- Task item -
Return all lines of the records that contain the word "butt".

Stored entries:

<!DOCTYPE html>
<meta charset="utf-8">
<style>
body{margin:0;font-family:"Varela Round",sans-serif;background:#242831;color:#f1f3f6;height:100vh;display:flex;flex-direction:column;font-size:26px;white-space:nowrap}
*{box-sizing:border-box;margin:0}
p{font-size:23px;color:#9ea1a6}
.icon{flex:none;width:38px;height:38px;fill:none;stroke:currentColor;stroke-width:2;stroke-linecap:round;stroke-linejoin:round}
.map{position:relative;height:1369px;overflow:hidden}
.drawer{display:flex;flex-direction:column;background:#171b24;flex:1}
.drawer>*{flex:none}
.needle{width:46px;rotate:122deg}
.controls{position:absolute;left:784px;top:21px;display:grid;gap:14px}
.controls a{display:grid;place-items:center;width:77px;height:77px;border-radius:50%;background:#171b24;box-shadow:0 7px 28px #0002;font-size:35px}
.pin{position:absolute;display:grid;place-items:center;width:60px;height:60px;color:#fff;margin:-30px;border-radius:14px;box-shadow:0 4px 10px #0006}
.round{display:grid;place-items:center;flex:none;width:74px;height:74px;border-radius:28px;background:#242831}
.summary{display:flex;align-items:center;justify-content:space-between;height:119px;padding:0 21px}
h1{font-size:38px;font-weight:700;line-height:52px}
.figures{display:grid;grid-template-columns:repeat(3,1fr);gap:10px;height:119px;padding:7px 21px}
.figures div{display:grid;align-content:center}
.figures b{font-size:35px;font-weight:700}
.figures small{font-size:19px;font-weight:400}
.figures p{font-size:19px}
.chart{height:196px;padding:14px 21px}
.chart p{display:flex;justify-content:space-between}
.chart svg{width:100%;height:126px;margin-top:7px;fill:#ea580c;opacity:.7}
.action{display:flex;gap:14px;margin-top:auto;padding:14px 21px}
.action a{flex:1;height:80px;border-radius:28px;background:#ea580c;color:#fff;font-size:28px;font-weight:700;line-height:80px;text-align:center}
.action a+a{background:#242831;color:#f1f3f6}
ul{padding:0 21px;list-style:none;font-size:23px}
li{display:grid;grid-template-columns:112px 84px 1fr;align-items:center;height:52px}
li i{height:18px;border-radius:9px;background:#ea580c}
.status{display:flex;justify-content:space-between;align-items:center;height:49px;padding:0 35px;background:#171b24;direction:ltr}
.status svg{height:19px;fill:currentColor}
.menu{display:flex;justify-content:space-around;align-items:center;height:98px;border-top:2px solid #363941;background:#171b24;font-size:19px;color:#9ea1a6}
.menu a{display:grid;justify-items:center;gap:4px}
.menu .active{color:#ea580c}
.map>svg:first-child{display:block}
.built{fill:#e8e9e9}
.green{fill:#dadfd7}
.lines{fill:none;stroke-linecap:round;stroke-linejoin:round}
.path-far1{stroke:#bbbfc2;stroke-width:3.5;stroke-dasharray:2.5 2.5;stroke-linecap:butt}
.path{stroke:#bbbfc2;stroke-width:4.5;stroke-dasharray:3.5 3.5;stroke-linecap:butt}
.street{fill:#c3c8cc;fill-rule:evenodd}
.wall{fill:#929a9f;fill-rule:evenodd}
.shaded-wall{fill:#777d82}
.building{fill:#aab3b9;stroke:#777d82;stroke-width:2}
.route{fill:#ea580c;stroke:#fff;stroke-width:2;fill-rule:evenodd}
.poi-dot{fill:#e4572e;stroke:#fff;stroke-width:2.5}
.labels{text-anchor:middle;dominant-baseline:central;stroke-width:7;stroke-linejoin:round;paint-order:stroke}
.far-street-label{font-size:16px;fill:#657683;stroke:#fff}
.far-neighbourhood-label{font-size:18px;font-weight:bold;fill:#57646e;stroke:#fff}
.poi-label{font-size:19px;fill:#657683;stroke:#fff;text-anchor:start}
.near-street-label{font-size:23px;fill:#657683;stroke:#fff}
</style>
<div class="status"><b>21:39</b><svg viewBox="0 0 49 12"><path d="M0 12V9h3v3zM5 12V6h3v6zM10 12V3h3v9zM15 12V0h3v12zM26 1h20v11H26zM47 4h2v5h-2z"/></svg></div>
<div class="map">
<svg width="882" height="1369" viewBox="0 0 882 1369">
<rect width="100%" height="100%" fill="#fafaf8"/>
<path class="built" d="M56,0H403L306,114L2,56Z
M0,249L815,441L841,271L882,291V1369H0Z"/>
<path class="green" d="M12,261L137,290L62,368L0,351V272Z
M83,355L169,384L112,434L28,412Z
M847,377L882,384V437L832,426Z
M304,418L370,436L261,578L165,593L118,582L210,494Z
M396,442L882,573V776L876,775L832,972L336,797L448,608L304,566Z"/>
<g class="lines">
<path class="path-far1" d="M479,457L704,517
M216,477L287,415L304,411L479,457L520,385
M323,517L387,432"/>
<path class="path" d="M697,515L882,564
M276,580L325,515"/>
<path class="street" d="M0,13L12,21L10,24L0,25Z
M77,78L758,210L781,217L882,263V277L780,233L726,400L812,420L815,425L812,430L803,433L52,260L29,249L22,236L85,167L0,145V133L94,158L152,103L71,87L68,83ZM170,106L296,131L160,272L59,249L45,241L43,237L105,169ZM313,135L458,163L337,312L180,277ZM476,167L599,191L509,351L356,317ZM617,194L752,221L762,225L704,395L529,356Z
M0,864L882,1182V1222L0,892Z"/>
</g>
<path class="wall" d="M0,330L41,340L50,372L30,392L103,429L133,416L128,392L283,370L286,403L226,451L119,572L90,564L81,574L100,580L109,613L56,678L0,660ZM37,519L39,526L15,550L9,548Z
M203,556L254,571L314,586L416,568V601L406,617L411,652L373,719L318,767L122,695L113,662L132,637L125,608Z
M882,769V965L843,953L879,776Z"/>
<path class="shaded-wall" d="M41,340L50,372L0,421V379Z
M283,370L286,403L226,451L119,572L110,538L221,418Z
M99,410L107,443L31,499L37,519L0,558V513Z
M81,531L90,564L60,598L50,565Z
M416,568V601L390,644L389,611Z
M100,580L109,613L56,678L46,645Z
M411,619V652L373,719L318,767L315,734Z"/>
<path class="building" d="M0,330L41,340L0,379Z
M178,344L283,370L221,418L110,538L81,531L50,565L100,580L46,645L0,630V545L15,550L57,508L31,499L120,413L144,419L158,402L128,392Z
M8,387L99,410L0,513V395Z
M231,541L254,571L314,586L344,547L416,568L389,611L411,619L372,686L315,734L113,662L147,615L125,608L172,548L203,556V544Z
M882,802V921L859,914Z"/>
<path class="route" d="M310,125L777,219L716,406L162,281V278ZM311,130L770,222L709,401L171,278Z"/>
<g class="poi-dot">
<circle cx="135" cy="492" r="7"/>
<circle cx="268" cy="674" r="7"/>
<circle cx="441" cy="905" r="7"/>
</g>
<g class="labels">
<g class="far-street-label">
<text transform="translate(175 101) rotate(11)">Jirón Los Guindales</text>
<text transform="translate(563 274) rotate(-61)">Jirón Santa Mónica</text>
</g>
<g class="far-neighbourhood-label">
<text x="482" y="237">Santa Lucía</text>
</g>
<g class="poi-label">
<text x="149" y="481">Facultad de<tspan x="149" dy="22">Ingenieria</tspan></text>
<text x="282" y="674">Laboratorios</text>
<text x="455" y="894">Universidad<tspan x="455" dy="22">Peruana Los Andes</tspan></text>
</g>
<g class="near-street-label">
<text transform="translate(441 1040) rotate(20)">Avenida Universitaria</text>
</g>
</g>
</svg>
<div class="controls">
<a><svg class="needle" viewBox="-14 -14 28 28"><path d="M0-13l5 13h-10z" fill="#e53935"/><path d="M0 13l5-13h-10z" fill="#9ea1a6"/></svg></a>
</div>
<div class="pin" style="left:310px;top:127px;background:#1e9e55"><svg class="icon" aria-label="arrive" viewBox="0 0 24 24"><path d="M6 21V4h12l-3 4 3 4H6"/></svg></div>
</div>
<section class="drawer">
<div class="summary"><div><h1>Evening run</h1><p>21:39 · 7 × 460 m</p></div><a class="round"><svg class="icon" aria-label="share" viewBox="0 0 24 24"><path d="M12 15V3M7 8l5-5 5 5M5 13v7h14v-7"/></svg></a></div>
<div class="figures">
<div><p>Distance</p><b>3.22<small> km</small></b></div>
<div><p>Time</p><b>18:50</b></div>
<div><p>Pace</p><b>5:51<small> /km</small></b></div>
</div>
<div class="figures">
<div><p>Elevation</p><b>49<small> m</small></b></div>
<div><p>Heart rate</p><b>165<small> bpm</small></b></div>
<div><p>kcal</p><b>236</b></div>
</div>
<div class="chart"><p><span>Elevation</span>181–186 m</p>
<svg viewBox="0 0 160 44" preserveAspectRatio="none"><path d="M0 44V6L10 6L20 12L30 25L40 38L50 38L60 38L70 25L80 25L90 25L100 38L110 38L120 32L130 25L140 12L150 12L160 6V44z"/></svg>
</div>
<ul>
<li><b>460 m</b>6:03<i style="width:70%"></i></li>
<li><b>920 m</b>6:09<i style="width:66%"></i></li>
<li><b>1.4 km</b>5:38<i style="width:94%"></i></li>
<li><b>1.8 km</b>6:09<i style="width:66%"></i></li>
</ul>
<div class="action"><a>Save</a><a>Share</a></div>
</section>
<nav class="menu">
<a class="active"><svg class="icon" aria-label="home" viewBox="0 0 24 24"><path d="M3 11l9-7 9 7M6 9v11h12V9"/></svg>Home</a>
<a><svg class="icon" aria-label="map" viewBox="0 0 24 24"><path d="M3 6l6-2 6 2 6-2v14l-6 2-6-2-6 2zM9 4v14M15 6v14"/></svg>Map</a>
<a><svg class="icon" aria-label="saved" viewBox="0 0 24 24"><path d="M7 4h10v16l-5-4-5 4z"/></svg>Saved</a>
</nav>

- Task result -
.path-far1{stroke:#bbbfc2;stroke-width:3.5;stroke-dasharray:2.5 2.5;stroke-linecap:butt}
.path{stroke:#bbbfc2;stroke-width:4.5;stroke-dasharray:3.5 3.5;stroke-linecap:butt}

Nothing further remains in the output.